Regulation and Function of the Type 2 Diabetes-Associated C2CD4A/B Locus
2 型糖尿病相关 C2CD4A/B 基因座的调节和功能
基本信息
- 批准号:10304883
- 负责人:
- 金额:$ 41.63万
- 依托单位:
- 依托单位国家:美国
- 项目类别:
- 财政年份:2019
- 资助国家:美国
- 起止时间:2019-01-01 至 2023-11-30
- 项目状态:已结题
- 来源:
- 关键词:AdultAmericanBeta CellBiochemicalBiologicalCRISPR/Cas technologyCell modelCell physiologyCellsCharacteristicsChromatinChronicClustered Regularly Interspaced Short Palindromic RepeatsComplexCouplingDataDiabetes MellitusDiabetic mouseDiseaseElectron MicroscopyEnhancersEnvironmental Risk FactorFailureFinancial compensationFunctional disorderFutureGene ExpressionGenesGeneticGenetic Predisposition to DiseaseGenetic RiskGlucoseGoalsHealth systemHumanImmunofluorescence ImmunologicImmunofluorescence MicroscopyImpairmentInflammationInflammatoryInsulinInsulin ResistanceIslets of LangerhansKnock-outKnowledgeLife StyleLinkMAPK8 geneMechanicsMedicalMorphologyMusNF-kappa BNon-Insulin-Dependent Diabetes MellitusNutritionalPalmitatesPancreasPathogenesisPhasePhysiologicalPopulationPredispositionPreventionPublic HealthPublishingRegulationResearch DesignRodentRoleSiteStimulusStressStretchingTestingTherapeuticVariantblood glucose regulationcell typecytokinediabetes pathogenesisdiabetogenicfunctional genomicsgenetic variantgenome editinggenome wide association studyin vivoinsightinsulin secretionisletmolecular phenotypemouse modelnovelnovel therapeuticsoverexpressionpreventresponserisk variantstressorsuccesstranscription factortranscriptomics
项目摘要
PROJECT SUMMARY
Diabetes afflicts approximately 29 million adult Americans (9.3% of the total population), 90-95% of whom have
type 2 diabetes (T2D). T2D is a complex disease with both genetic and environmental components and
ultimately manifests when pancreatic islets fail to secrete sufficient insulin to compensate for increased insulin
resistance.

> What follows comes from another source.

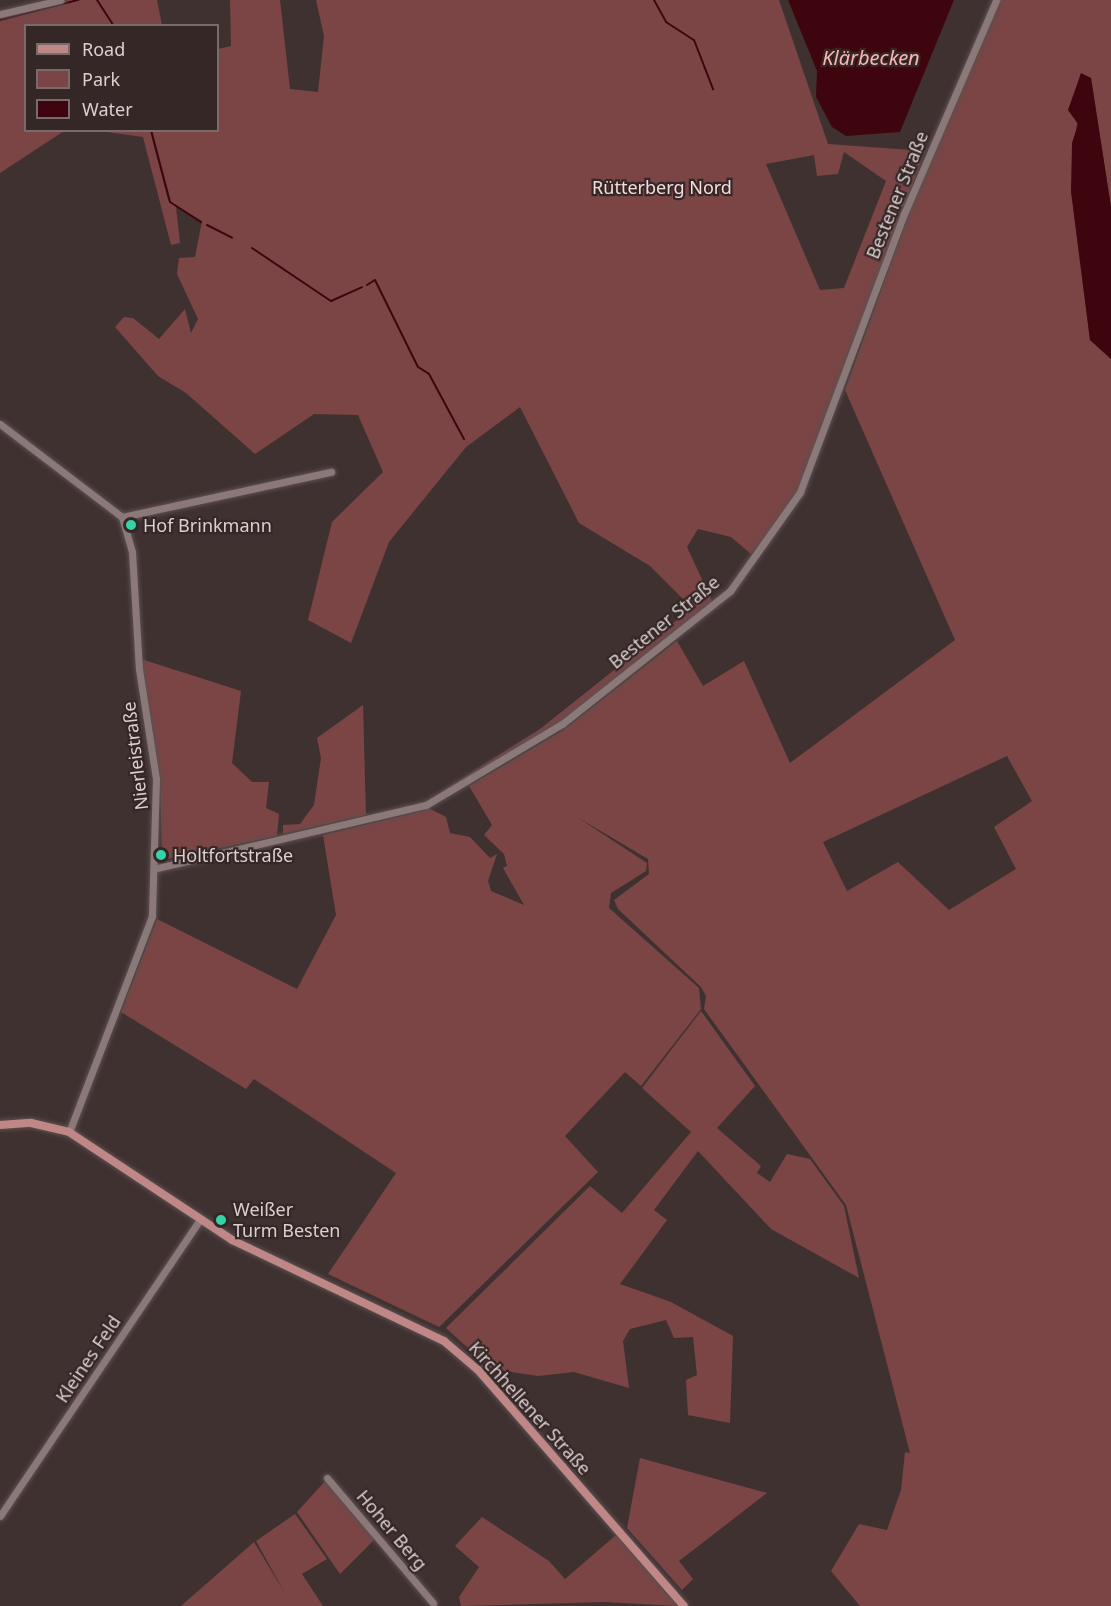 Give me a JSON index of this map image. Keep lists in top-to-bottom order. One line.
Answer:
{"streets":{"main road":["Kirchhellener Straße"],"street":["Bestener Straße","Nierleistraße","Kleines Feld","Hoher Berg"]},"crossings":[["Bestener Straße","Nierleistraße"],["Nierleistraße","Kirchhellener Straße"],["Kleines Feld","Kirchhellener Straße"]],"water":["Klärbecken"],"parks":["Rütterberg Nord"],"places":["Hof Brinkmann","Holtfortstraße","Weißer Turm Besten"],"legend":["Road","Park","Water"]}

Despite the success of genome-wide association studies (GWAS) in linking >100 loci to islet
dysfunction and T2D, we still lack the mechanistic insights necessary to develop novel treatments and
preventions. Detailed molecular and phenotypic analyses of each T2D-associated GWAS locus are thus
essential to determine how they contribute to islet dysfunction and diabetes. We have recently linked altered
C2CD4A/B expression to genetic risk of islet dysfunction and T2D. Our overall objective is to understand the
islet/beta cell regulation and function of the C2CD4A/B locus in physiologic and diabetogenic states. We
hypothesize that these genes regulate stimulus-secretion coupling and that chronic activation of C2CD4A/B by
genetic and/or environmental risk factors contributes to the declines in first-phase insulin secretion that are
hallmarks of the early stages of T2D. To test this hypothesis, we will determine the regulatory circuitry
controlling C2CD4A/B responses to inflammatory stressors and determine the effect of T2D-associated GWAS
variants on C2CD4A/B activity (Aim 1). In parallel, we will dissect the beta cell functions of C2CD4A and
C2CD4B in glucose-stimulated insulin secretion (Aim 2). Finally, we will assess the in vivo effects of deleting
these genes in a polygenic T2D mouse model (Aim 3). Together, these aims will provide fundamental,
mechanistic insights into the regulation and function of the C2CD4A/B locus and will delineate the roles of
these genes in islet function and T2D pathogenesis. More broadly, we anticipate the study of this locus will
provide new perspectives/insights into the mechanics of insulin secretion and beta cell compensation. The
cellular and mouse models that we will create to dissect the regulation and function of the C2CD4A/B locus in
diabetes pathogenesis will empower future analyses of novel therapeutic molecules and approaches to target
this locus to prevent and treat diabetes.
项目摘要
糖尿病困扰着大约2900万成年美国人(占总人口的9.3%),其中90-95%患有糖尿病。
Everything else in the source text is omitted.